- [Exercise directions] Where a line holds the word "limit", copy that line from the data below.
──────────────────────────────
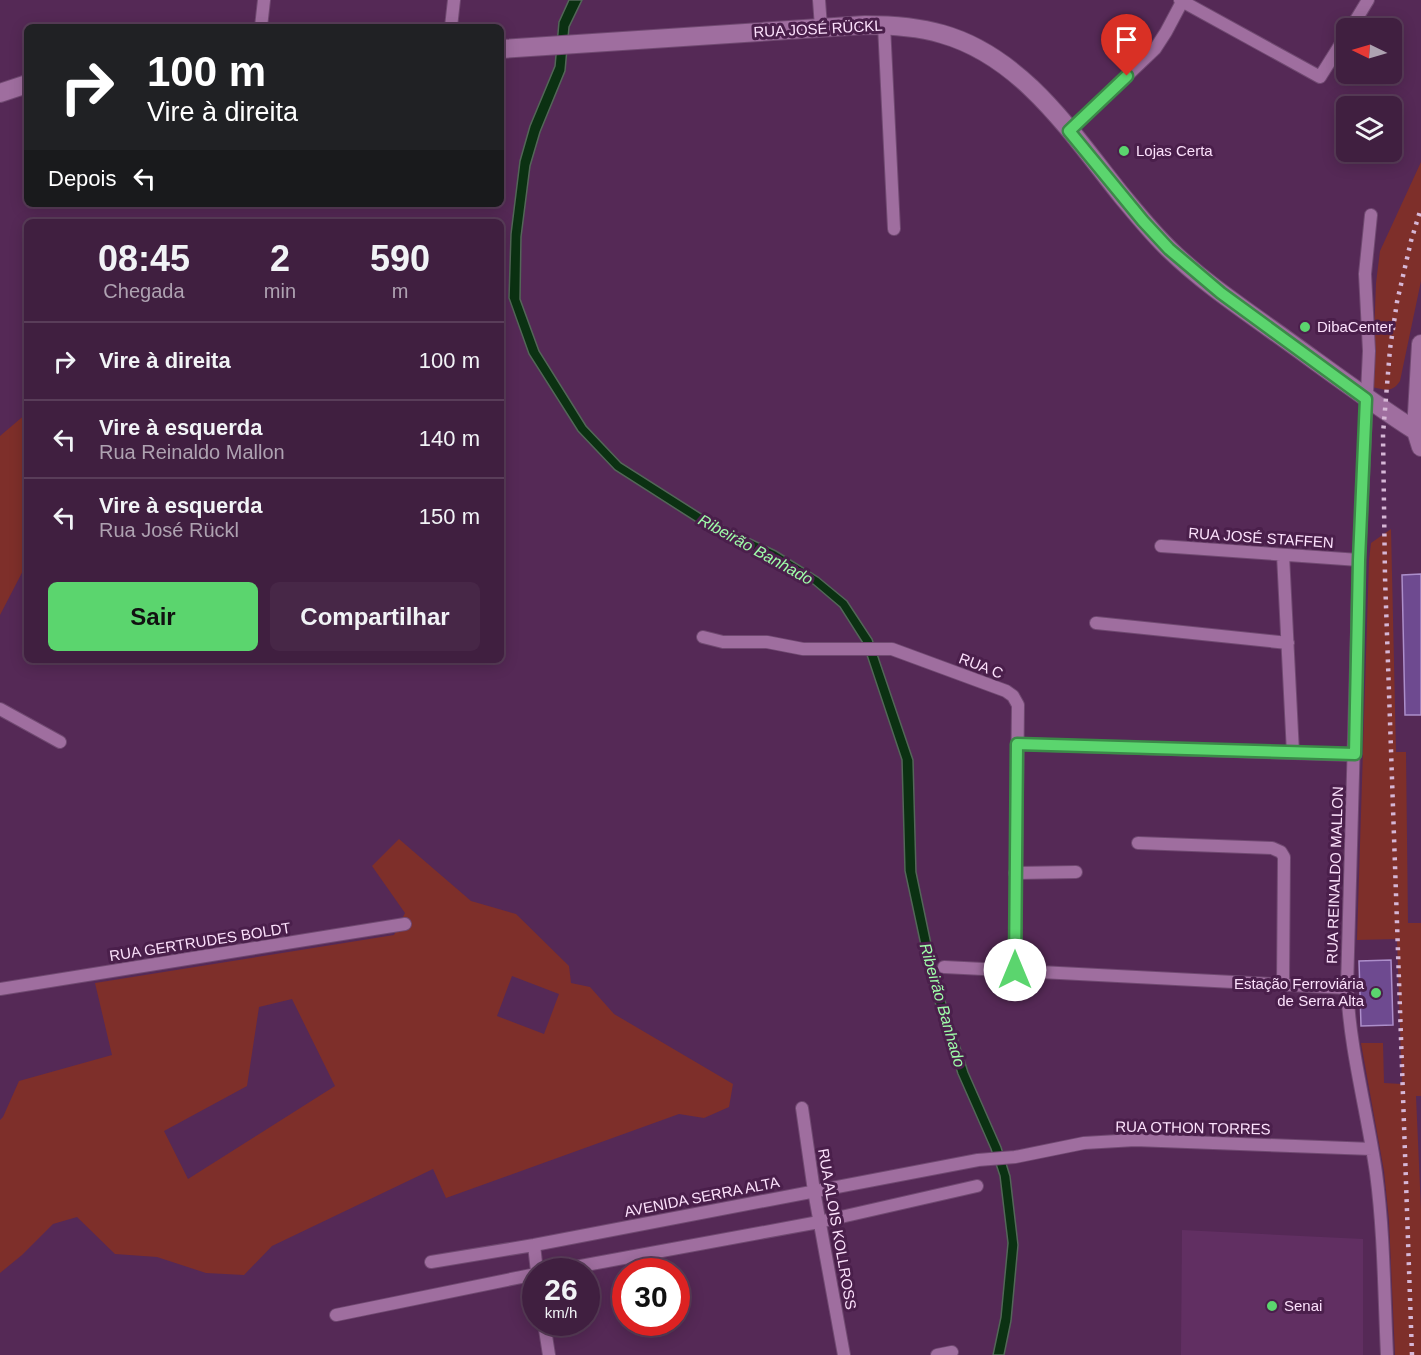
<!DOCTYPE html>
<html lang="pt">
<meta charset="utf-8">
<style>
:root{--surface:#401f40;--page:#472747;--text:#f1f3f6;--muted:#aea2b1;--line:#593d59;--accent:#5bd56e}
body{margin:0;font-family:Helvetica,sans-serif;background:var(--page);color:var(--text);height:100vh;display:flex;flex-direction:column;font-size:22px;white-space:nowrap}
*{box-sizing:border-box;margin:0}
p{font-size:20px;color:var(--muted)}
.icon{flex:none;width:33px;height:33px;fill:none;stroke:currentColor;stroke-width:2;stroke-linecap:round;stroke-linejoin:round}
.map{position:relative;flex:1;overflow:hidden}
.sheet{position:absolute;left:24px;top:219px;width:480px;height:444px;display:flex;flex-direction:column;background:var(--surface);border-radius:9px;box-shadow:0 3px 15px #0003,0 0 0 2px var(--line)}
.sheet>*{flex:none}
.banner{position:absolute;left:24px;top:24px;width:480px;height:183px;border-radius:9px;box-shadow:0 3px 15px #0003,0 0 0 2px var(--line);background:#202124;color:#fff;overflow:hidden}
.needle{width:39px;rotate:275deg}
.buttons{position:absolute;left:1336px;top:18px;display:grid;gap:12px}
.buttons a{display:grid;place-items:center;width:66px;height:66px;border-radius:9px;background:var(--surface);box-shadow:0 3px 15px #0003,0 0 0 2px var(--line);font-size:30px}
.speed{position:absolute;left:522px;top:1258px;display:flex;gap:12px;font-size:30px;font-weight:700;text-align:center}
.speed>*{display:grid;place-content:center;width:78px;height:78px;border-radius:50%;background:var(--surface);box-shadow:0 3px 15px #0003,0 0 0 2px var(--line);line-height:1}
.speed small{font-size:15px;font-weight:400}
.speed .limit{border:9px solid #d22;background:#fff;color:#111}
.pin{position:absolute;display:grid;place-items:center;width:51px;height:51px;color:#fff;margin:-62px -26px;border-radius:50% 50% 50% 0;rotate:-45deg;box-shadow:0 0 6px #0007}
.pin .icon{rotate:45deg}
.me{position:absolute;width:66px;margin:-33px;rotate:0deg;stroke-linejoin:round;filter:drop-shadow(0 0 4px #0008)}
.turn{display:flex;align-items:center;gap:21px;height:126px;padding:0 24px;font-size:27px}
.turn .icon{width:78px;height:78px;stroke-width:2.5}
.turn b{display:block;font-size:42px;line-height:51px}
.then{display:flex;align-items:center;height:57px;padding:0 24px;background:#0003;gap:12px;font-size:22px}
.eta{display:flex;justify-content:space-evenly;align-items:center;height:102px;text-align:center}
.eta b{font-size:36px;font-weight:700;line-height:42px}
.cta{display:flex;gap:12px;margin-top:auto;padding:12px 24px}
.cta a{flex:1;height:69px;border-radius:9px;background:var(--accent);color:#111;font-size:24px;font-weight:700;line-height:69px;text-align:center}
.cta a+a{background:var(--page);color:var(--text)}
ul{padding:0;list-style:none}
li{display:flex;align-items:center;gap:18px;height:78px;padding:0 24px;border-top:2px solid var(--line)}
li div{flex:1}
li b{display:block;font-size:22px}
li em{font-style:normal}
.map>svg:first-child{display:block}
.built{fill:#612f62}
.green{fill:#7e2f2a;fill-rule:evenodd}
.water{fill:#0b3112;stroke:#536658;stroke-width:1.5}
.building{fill:#6e4a90;stroke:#ac8eca;stroke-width:1.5}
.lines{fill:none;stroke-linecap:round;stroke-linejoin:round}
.street-casing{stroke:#704971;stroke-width:14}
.secondary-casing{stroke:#704971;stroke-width:20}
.street{stroke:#9f6e9f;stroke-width:12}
.secondary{stroke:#9f6e9f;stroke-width:18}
.rail{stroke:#d6b7d6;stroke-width:4.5;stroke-dasharray:3 6;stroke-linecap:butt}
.route-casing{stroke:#3b8a48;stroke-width:15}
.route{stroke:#5bd56e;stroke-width:10}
.poi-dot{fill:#5bd56e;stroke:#4a1f4b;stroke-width:2}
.labels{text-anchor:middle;stroke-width:6;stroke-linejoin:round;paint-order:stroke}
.street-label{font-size:15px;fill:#fce1fc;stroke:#4a1f4b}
.poi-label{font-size:15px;fill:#fce1fc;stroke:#4a1f4b;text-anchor:start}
.water-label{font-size:16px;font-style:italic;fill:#9ffda9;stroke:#4a1f4b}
</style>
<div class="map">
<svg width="1421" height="1355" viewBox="0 0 1421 1355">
<rect width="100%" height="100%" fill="#552956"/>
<!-- built -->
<path class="built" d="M 1182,1230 L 1363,1239 L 1363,1355 L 1181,1355 Z"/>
<!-- green -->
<path class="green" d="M 1421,162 L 1421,281 L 1400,381 C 1392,393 1385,390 1372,387 L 1376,283 L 1380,251 Z
M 27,413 L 27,563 L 0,615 L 0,436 Z
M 1391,529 L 1396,752 L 1406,752 L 1408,923 L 1421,923 L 1421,1096 L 1416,1096 L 1421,1210 L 1421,1355 L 1395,1355 L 1389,1220 L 1384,1171 L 1361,1043 L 1383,1043 L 1384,1083 L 1402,1084 L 1397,939 L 1357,940 L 1369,560 L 1371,543 Z
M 399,839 L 471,901 L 516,914 L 569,966 L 571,983 L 590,987 L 614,1014 L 733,1084 L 729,1107 L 704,1118 L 679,1114 L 446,1198 L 433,1169 L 272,1246 L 244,1275 L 206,1273 L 157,1257 L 115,1254 L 77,1217 L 53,1224 L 22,1255 L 0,1273 L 0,1120 L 3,1117 L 19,1081 L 112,1055 L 95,983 L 394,935 L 405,913 L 372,866 ZM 512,976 L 559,994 L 544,1034 L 497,1016 ZM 292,999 L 335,1086 L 188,1179 L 164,1131 L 247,1086 L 259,1007 Z"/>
<!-- water -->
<path class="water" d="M 569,0 L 582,0 L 569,27 L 565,71 L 540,132 L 530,166 L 521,237 L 520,299 L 539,351 L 586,426 L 621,463 L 714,522 L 776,551 L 818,577 L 847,601 L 872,639 L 913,760 L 916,872 L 939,982 L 968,1072 L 1001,1147 L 1010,1176 L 1018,1245 L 1011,1321 L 1004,1355 L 993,1355 L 1001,1317 L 1008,1243 L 1000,1176 L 991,1149 L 958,1074 L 929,983 L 905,871 L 902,760 L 863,643 L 840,607 L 813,584 L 771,559 L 709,530 L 615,470 L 578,431 L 529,354 L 509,298 L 511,234 L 520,161 L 530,126 L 555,66 L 559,22 Z"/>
<!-- building -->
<path class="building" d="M 1421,574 L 1421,715 L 1405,715 L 1402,575 Z
M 1391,960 L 1393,1025 L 1361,1026 L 1359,961 Z"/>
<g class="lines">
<defs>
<path id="street" d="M 819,0 L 821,27
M 1180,0 L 1320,77 L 1347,34
M 884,25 L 894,229
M 261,27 L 264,0
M 451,27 L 454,0
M 1351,28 L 1368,0
M 1069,131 L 1155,49 L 1166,32 L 1183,0
M 1371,215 L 1365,274 L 1369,351 L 1359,560 L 1347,988 C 1350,1051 1367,1111 1376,1173 C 1384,1233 1384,1294 1387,1355
M 1161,546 L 1359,560
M 1283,555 L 1293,753
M 1096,623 L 1288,643
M 703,637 L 723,642 L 767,642 L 803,649 L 892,649 L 1006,691 L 1013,696 L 1018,705 L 1015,970
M 0,709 L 60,742
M 1017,744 L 1355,755
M 1138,843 L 1272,848 L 1281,852 L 1284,857 L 1283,985
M 1015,873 L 1076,872
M 944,967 L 1347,988
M 0,989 L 405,924
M 802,1108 L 814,1191 L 844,1355
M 534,1245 L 537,1272
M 431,1262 L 534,1245 L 978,1160 L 1015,1157 L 1084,1143 L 1135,1140 L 1372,1149
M 548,1272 L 819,1222 L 977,1186
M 336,1315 L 536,1274
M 544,1323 L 549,1355
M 937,1355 L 952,1352"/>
<path id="secondary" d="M 501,49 L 865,25 C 891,25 918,27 942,34 C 1023,57 1072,134 1122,196 C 1137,214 1153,234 1170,250 C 1201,280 1236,304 1271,329 C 1319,363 1366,399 1416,431
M 0,93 L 27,84
M 1421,344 L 1416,431 L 1421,447"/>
</defs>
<!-- street casing -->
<use href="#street" class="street-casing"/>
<!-- secondary casing -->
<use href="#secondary" class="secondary-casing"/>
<!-- street -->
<use href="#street" class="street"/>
<!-- secondary -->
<use href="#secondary" class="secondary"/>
<!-- rail -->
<path class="rail" d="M 1412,1355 L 1385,577 L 1383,434 L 1390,349 L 1397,302 L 1411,241 L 1421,208"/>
</g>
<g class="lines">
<defs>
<path id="route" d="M 1015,970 L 1017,744 L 1355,754 L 1359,560 L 1366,399 L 1221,293 L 1169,249 L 1143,221 L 1069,131 L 1127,76"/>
</defs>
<!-- route casing -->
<use href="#route" class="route-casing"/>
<!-- route -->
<use href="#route" class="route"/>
</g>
<!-- markers -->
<g class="poi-dot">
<circle cx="1124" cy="151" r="6"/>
<circle cx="1305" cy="327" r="6"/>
<circle cx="1376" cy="993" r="6"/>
<circle cx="1272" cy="1306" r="6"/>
</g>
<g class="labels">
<!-- street labels -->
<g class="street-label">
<text transform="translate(818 29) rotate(-3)" y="5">RUA JOSÉ RÜCKL</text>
<text transform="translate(1261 538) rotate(4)" y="5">RUA JOSÉ STAFFEN</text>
<text transform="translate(981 666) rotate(21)" y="5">RUA C</text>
<text transform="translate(1335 875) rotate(-88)" y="5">RUA REINALDO MALLON</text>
<text transform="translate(200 942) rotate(-9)" y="5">RUA GERTRUDES BOLDT</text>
<text transform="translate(1193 1128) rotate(1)" y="5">RUA OTHON TORRES</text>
<text transform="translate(702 1197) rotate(-11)" y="5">AVENIDA SERRA ALTA</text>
<text transform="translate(837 1229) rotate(80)" y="5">RUA ALOIS KOLLROSS</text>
</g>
<!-- poi labels -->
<g class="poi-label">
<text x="1136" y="156">Lojas Certa</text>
<text x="1317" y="332">DibaCenter</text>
<text x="1364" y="989" text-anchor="end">Estação Ferroviária<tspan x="1364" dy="17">de Serra Alta</tspan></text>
<text x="1284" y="1311">Senai</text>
</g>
<!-- water labels -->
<g class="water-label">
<text transform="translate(756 549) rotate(29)" y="6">Ribeirão Banhado</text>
<text transform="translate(943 1005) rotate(74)" y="6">Ribeirão Banhado</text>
</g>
</g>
</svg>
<div class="buttons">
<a><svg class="needle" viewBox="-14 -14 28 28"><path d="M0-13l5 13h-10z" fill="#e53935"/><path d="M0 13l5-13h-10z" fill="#aea2b1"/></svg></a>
<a><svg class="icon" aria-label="layers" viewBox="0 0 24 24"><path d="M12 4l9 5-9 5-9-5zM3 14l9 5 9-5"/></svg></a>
</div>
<div class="speed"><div>26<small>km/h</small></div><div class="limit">30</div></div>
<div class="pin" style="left:1127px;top:76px;background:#d93025"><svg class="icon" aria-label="arrive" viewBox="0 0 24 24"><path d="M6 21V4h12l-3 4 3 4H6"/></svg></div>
<svg class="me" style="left:1015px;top:970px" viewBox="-20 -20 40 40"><circle r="19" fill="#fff"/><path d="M0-13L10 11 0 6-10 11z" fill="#5bd56e"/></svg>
<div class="banner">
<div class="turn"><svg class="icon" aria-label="right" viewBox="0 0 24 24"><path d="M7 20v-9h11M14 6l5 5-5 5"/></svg><div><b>100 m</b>Vire à direita</div></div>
<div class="then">Depois<svg class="icon" aria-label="left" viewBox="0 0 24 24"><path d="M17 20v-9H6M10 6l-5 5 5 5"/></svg></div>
</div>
<section class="sheet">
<div class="eta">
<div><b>08:45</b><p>Chegada</p></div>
<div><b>2</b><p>min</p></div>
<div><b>590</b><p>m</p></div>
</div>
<ul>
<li><svg class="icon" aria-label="right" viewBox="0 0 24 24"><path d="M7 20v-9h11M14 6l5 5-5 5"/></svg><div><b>Vire à direita</b></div><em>100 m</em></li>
<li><svg class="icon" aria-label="left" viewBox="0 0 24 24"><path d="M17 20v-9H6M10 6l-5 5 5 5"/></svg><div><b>Vire à esquerda</b><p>Rua Reinaldo Mallon</p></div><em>140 m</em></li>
<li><svg class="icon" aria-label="left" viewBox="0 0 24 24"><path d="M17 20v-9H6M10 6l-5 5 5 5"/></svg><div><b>Vire à esquerda</b><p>Rua José Rückl</p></div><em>150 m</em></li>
</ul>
<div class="cta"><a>Sair</a><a>Compartilhar</a></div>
</section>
</div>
──────────────────────────────
- [Answer section]
.speed .limit{border:9px solid #d22;background:#fff;color:#111}
<div class="speed"><div>26<small>km/h</small></div><div class="limit">30</div></div>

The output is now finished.